Competência sobre IDPJ de empresa em falência é do juízo universal
Fonte: Consultor Jurídico
A competência para julgar o incidente de desconsideração da personalidade
jurídica em execução contra sócio de empresa em falência ou recuperação judicial
pertence ao juízo universal. A centralização preserva a isonomia entre os credores
e a universalidade processual.
Com base neste entendimento, o ministro Dias Toffoli, do Supremo Tribunal
Federal, julgou procedente uma reclamação constitucional e cassou a decisão do
Tribunal Regional do Trabalho da 15ª Região que havia instaurado o incidente,
determinando a remessa dos autos ao juízo falimentar.
O litígio envolve a execução de créditos em favor de uma ex-funcionária contra
uma empresa de vigilância, que teve sua falência decretada. Diante da dificuldade
de pagamento pela pessoa jurídica devedora, buscou-se o redirecionamento da
cobrança para o patrimônio de um ex-sócio, José Ricardo Rezek, que havia se
retirado do quadro societário antes da quebra da companhia.
Em primeira instância, a Justiça do Trabalho rejeitou a inclusão do ex-sócio na
execução, indicando que a devedora principal estava em processo de insolvência
e que não havia justificativa legal para o redirecionamento.
Contudo, ao analisar um agravo de petição, o TRT-15 determinou o retorno dos
autos à origem para a instauração do incidente. O colegiado regional baseou-se
no argumento de que eventuais constrições recairiam sobre o patrimônio de
terceiros e não sobre a massa falida, o que supostamente manteria a jurisdição
especializada.
Inconformado, o sócio retirante apresentou a ação à corte suprema sustentando
que a medida esvaziava a regra da Lei 11.101/2005 e afrontava o Tema 90 da
Repercussão Geral do STF. O autor argumentou que a referida norma concentra
no juízo falimentar a competência para decretar a responsabilização de terceiros,
requerendo a extinção do trâmite na esfera trabalhista.
Princípio da isonomia
Ao examinar o caso, o relator acolheu os argumentos do reclamante.

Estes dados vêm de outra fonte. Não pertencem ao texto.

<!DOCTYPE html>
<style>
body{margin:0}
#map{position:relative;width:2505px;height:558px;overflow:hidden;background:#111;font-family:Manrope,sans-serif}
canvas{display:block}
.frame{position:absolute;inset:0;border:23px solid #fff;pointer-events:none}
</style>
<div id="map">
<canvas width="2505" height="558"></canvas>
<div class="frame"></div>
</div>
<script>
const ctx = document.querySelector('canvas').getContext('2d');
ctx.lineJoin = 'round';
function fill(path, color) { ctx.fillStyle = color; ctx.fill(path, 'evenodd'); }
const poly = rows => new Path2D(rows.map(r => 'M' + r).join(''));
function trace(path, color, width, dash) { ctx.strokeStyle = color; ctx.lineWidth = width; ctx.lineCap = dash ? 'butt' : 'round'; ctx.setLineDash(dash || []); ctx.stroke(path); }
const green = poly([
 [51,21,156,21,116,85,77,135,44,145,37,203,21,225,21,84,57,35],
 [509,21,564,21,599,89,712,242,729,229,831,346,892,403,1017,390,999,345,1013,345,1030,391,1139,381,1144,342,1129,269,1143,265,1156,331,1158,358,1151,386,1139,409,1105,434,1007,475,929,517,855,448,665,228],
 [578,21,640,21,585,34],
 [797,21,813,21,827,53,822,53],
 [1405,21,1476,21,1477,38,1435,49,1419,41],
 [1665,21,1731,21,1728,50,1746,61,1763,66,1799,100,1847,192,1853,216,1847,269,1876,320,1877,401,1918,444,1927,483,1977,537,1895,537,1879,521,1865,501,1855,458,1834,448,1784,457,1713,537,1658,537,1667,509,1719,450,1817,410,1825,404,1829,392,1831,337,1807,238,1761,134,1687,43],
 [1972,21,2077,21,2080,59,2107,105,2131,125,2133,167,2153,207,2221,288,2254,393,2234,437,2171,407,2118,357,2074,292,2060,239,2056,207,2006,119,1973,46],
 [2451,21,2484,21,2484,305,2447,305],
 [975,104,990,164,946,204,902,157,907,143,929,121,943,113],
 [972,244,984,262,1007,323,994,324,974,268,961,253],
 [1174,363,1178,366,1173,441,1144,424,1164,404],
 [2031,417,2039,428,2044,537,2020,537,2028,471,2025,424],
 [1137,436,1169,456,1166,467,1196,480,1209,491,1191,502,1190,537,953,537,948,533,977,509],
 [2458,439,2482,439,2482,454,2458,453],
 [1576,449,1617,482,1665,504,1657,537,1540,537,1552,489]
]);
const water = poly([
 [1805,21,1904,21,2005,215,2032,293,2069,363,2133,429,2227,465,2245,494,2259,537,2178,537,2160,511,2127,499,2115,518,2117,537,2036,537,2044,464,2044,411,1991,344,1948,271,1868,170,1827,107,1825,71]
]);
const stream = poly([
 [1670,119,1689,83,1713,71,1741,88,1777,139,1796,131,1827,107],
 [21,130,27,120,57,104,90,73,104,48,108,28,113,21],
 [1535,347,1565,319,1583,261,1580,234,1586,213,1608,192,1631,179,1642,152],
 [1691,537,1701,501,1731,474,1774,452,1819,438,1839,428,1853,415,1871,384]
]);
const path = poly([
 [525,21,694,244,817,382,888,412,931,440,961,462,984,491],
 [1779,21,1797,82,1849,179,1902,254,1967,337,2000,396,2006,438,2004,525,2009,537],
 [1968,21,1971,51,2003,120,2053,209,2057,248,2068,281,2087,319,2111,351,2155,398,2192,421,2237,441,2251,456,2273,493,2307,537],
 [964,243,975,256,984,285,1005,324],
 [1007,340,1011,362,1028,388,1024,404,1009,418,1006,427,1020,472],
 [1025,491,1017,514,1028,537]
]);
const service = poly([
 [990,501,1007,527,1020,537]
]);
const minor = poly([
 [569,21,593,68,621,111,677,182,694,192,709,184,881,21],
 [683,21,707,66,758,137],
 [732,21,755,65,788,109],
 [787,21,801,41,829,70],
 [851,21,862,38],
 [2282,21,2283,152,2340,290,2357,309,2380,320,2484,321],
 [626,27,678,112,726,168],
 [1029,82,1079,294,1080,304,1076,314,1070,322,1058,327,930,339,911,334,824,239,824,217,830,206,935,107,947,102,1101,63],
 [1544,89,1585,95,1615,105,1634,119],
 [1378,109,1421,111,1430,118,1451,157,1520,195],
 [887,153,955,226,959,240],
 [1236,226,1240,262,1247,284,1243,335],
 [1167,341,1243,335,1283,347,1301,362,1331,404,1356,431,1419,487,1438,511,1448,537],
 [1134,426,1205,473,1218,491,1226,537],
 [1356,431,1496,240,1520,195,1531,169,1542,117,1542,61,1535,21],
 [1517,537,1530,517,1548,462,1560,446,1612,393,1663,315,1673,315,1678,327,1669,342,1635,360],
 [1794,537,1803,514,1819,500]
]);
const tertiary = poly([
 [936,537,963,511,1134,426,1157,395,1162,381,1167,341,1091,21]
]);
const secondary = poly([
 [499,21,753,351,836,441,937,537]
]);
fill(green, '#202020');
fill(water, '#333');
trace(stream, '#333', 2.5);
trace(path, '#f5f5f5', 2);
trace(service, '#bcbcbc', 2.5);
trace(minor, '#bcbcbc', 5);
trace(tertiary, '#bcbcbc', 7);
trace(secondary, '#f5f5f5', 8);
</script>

O
magistrado explicou que a jurisprudência consolidada da corte afirma a atração
exercida pelo juízo falimentar para centralizar os atos executórios atrelados a
sociedades insolventes.
O ministro observou que esse mecanismo instrumentaliza o princípio da isonomia
no tratamento da coletividade de credores e respeita a universalidade do
processo, atraindo qualquer demanda que envolva o patrimônio da empresa.
“Verifico que o Tribunal Regional do Trabalho da 15ª Região distanciou-se da
diretriz jurisprudencial do STF — sedimentada no sentido de validar a força
atrativa do juízo falimentar, dada a existência de direito positivo no
‘microssistema de falência’ (art. 82-A da Lei 11.101/2005) —, ao processar o
incidente de desconsideração da personalidade jurídica para execução de dívida”,
avaliou o ministro.
O julgador destacou ainda que a análise processual sobre a responsabilização
patrimonial de administradores ou sócios precisa ocorrer no ambiente da
recuperação ou falência para garantir a integridade do sistema concursal
desenhado pelo legislador, não importando a origem do crédito executado.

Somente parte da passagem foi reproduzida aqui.